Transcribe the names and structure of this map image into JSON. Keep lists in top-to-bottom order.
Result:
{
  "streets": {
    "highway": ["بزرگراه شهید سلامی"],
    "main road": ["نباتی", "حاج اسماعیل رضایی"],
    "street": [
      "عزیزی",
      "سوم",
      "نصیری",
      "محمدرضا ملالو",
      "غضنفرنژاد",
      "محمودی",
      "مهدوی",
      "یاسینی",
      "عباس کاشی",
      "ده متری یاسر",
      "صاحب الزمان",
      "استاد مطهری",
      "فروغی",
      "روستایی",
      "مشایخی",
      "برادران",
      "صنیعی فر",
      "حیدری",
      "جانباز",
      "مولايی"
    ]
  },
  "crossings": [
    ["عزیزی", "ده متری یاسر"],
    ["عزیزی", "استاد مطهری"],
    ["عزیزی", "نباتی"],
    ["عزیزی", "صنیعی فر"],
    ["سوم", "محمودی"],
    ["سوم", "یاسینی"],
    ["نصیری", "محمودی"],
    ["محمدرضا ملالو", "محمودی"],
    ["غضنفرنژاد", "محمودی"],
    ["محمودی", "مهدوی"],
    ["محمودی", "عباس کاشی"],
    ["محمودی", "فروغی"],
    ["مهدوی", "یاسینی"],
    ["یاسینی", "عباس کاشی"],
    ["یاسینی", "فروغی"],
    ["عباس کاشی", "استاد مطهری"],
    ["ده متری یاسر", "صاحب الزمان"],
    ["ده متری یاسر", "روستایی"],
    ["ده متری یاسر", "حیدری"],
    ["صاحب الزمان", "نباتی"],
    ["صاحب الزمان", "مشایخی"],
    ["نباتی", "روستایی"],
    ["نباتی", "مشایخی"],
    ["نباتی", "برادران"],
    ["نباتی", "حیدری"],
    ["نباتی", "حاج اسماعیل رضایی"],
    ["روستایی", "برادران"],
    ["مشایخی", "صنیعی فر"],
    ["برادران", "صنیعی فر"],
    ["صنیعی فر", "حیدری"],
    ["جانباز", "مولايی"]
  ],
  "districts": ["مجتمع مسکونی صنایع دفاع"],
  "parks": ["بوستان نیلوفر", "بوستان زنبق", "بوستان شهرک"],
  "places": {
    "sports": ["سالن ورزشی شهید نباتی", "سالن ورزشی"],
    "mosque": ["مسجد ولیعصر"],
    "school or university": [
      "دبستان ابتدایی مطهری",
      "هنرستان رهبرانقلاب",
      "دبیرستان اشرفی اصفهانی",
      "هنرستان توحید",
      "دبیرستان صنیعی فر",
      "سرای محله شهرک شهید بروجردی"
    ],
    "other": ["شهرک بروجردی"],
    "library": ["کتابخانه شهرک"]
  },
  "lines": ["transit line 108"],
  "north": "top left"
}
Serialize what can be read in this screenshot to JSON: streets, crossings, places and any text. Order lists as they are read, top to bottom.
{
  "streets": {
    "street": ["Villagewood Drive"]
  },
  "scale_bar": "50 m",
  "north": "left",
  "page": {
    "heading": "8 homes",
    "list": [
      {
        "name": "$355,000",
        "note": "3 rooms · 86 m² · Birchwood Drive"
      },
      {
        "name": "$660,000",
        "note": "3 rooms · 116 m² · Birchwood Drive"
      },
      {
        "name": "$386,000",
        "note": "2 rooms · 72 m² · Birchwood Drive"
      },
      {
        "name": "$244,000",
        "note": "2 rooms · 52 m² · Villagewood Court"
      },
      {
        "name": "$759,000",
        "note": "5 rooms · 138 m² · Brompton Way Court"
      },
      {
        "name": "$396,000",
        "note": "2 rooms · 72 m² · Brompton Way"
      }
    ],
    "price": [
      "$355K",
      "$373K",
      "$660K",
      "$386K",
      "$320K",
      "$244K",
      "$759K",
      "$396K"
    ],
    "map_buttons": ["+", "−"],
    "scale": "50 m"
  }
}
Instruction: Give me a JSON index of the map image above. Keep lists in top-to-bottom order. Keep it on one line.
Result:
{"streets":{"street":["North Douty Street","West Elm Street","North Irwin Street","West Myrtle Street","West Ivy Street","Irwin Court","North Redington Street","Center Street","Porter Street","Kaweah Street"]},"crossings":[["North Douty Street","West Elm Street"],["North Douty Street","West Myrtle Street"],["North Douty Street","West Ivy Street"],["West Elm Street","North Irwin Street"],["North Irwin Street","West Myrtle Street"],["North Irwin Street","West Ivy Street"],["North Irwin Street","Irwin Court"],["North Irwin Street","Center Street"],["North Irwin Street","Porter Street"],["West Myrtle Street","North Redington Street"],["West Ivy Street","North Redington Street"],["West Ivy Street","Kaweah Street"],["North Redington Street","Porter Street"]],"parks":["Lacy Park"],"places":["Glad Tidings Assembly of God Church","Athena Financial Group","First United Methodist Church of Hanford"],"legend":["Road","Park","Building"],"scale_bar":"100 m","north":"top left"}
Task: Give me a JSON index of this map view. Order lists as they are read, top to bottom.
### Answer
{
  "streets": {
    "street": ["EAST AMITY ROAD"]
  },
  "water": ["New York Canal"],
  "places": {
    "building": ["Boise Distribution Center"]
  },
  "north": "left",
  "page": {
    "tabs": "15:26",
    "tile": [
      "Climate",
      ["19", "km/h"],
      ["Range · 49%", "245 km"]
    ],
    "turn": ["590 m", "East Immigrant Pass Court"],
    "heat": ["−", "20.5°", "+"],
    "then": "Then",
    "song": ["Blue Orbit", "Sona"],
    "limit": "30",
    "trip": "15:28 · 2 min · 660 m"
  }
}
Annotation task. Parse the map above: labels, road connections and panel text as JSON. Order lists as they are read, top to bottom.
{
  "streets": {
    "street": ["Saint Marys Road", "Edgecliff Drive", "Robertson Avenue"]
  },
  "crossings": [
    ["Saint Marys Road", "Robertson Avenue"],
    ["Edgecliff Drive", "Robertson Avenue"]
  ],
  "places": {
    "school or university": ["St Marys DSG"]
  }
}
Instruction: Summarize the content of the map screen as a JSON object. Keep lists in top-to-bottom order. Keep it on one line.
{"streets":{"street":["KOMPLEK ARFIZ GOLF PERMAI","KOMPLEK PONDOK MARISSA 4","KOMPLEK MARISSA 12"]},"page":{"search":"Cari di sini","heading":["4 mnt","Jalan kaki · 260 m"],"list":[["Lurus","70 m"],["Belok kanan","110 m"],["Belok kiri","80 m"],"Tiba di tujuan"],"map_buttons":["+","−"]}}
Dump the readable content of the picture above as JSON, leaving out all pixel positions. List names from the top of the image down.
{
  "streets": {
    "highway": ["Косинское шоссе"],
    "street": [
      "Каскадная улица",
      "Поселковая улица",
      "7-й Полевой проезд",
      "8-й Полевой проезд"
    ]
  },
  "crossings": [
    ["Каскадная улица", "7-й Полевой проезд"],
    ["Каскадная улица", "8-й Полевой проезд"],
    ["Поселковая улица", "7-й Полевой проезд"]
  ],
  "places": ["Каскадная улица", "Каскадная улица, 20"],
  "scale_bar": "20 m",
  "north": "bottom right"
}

+ + +

▶ TASK ITEM
Set down the full listing. Keep every line exact.

▶ YOUR SOLUTION
Transcribe the names and structure of this map image into JSON. Keep lists in top-to-bottom order.
Result:
{
  "streets": {
    "highway": ["بزرگراه شهید سلامی"],
    "main road": ["نباتی", "حاج اسماعیل رضایی"],
    "street": [
      "عزیزی",
      "سوم",
      "نصیری",
      "محمدرضا ملالو",
      "غضنفرنژاد",
      "محمودی",
      "مهدوی",
      "یاسینی",
      "عباس کاشی",
      "ده متری یاسر",
      "صاحب الزمان",
      "استاد مطهری",
      "فروغی",
      "روستایی",
      "مشایخی",
      "برادران",
      "صنیعی فر",
      "حیدری",
      "جانباز",
      "مولايی"
    ]
  },
  "crossings": [
    ["عزیزی", "ده متری یاسر"],
    ["عزیزی", "استاد مطهری"],
    ["عزیزی", "نباتی"],
    ["عزیزی", "صنیعی فر"],
    ["سوم", "محمودی"],
    ["سوم", "یاسینی"],
    ["نصیری", "محمودی"],
    ["محمدرضا ملالو", "محمودی"],
    ["غضنفرنژاد", "محمودی"],
    ["محمودی", "مهدوی"],
    ["محمودی", "عباس کاشی"],
    ["محمودی", "فروغی"],
    ["مهدوی", "یاسینی"],
    ["یاسینی", "عباس کاشی"],
    ["یاسینی", "فروغی"],
    ["عباس کاشی", "استاد مطهری"],
    ["ده متری یاسر", "صاحب الزمان"],
    ["ده متری یاسر", "روستایی"],
    ["ده متری یاسر", "حیدری"],
    ["صاحب الزمان", "نباتی"],
    ["صاحب الزمان", "مشایخی"],
    ["نباتی", "روستایی"],
    ["نباتی", "مشایخی"],
    ["نباتی", "برادران"],
    ["نباتی", "حیدری"],
    ["نباتی", "حاج اسماعیل رضایی"],
    ["روستایی", "برادران"],
    ["مشایخی", "صنیعی فر"],
    ["برادران", "صنیعی فر"],
    ["صنیعی فر", "حیدری"],
    ["جانباز", "مولايی"]
  ],
  "districts": ["مجتمع مسکونی صنایع دفاع"],
  "parks": ["بوستان نیلوفر", "بوستان زنبق", "بوستان شهرک"],
  "places": {
    "sports": ["سالن ورزشی شهید نباتی", "سالن ورزشی"],
    "mosque": ["مسجد ولیعصر"],
    "school or university": [
      "دبستان ابتدایی مطهری",
      "هنرستان رهبرانقلاب",
      "دبیرستان اشرفی اصفهانی",
      "هنرستان توحید",
      "دبیرستان صنیعی فر",
      "سرای محله شهرک شهید بروجردی"
    ],
    "other": ["شهرک بروجردی"],
    "library": ["کتابخانه شهرک"]
  },
  "lines": ["transit line 108"],
  "north": "top left"
}
Serialize what can be read in this screenshot to JSON: streets, crossings, places and any text. Order lists as they are read, top to bottom.
{
  "streets": {
    "street": ["Villagewood Drive"]
  },
  "scale_bar": "50 m",
  "north": "left",
  "page": {
    "heading": "8 homes",
    "list": [
      {
        "name": "$355,000",
        "note": "3 rooms · 86 m² · Birchwood Drive"
      },
      {
        "name": "$660,000",
        "note": "3 rooms · 116 m² · Birchwood Drive"
      },
      {
        "name": "$386,000",
        "note": "2 rooms · 72 m² · Birchwood Drive"
      },
      {
        "name": "$244,000",
        "note": "2 rooms · 52 m² · Villagewood Court"
      },
      {
        "name": "$759,000",
        "note": "5 rooms · 138 m² · Brompton Way Court"
      },
      {
        "name": "$396,000",
        "note": "2 rooms · 72 m² · Brompton Way"
      }
    ],
    "price": [
      "$355K",
      "$373K",
      "$660K",
      "$386K",
      "$320K",
      "$244K",
      "$759K",
      "$396K"
    ],
    "map_buttons": ["+", "−"],
    "scale": "50 m"
  }
}
Instruction: Give me a JSON index of the map image above. Keep lists in top-to-bottom order. Keep it on one line.
Result:
{"streets":{"street":["North Douty Street","West Elm Street","North Irwin Street","West Myrtle Street","West Ivy Street","Irwin Court","North Redington Street","Center Street","Porter Street","Kaweah Street"]},"crossings":[["North Douty Street","West Elm Street"],["North Douty Street","West Myrtle Street"],["North Douty Street","West Ivy Street"],["West Elm Street","North Irwin Street"],["North Irwin Street","West Myrtle Street"],["North Irwin Street","West Ivy Street"],["North Irwin Street","Irwin Court"],["North Irwin Street","Center Street"],["North Irwin Street","Porter Street"],["West Myrtle Street","North Redington Street"],["West Ivy Street","North Redington Street"],["West Ivy Street","Kaweah Street"],["North Redington Street","Porter Street"]],"parks":["Lacy Park"],"places":["Glad Tidings Assembly of God Church","Athena Financial Group","First United Methodist Church of Hanford"],"legend":["Road","Park","Building"],"scale_bar":"100 m","north":"top left"}
Task: Give me a JSON index of this map view. Order lists as they are read, top to bottom.
### Answer
{
  "streets": {
    "street": ["EAST AMITY ROAD"]
  },
  "water": ["New York Canal"],
  "places": {
    "building": ["Boise Distribution Center"]
  },
  "north": "left",
  "page": {
    "tabs": "15:26",
    "tile": [
      "Climate",
      ["19", "km/h"],
      ["Range · 49%", "245 km"]
    ],
    "turn": ["590 m", "East Immigrant Pass Court"],
    "heat": ["−", "20.5°", "+"],
    "then": "Then",
    "song": ["Blue Orbit", "Sona"],
    "limit": "30",
    "trip": "15:28 · 2 min · 660 m"
  }
}
Annotation task. Parse the map above: labels, road connections and panel text as JSON. Order lists as they are read, top to bottom.
{
  "streets": {
    "street": ["Saint Marys Road", "Edgecliff Drive", "Robertson Avenue"]
  },
  "crossings": [
    ["Saint Marys Road", "Robertson Avenue"],
    ["Edgecliff Drive", "Robertson Avenue"]
  ],
  "places": {
    "school or university": ["St Marys DSG"]
  }
}
Instruction: Summarize the content of the map screen as a JSON object. Keep lists in top-to-bottom order. Keep it on one line.
{"streets":{"street":["KOMPLEK ARFIZ GOLF PERMAI","KOMPLEK PONDOK MARISSA 4","KOMPLEK MARISSA 12"]},"page":{"search":"Cari di sini","heading":["4 mnt","Jalan kaki · 260 m"],"list":[["Lurus","70 m"],["Belok kanan","110 m"],["Belok kiri","80 m"],"Tiba di tujuan"],"map_buttons":["+","−"]}}
Dump the readable content of the picture above as JSON, leaving out all pixel positions. List names from the top of the image down.
{
  "streets": {
    "highway": ["Косинское шоссе"],
    "street": [
      "Каскадная улица",
      "Поселковая улица",
      "7-й Полевой проезд",
      "8-й Полевой проезд"
    ]
  },
  "crossings": [
    ["Каскадная улица", "7-й Полевой проезд"],
    ["Каскадная улица", "8-й Полевой проезд"],
    ["Поселковая улица", "7-й Полевой проезд"]
  ],
  "places": ["Каскадная улица", "Каскадная улица, 20"],
  "scale_bar": "20 m",
  "north": "bottom right"
}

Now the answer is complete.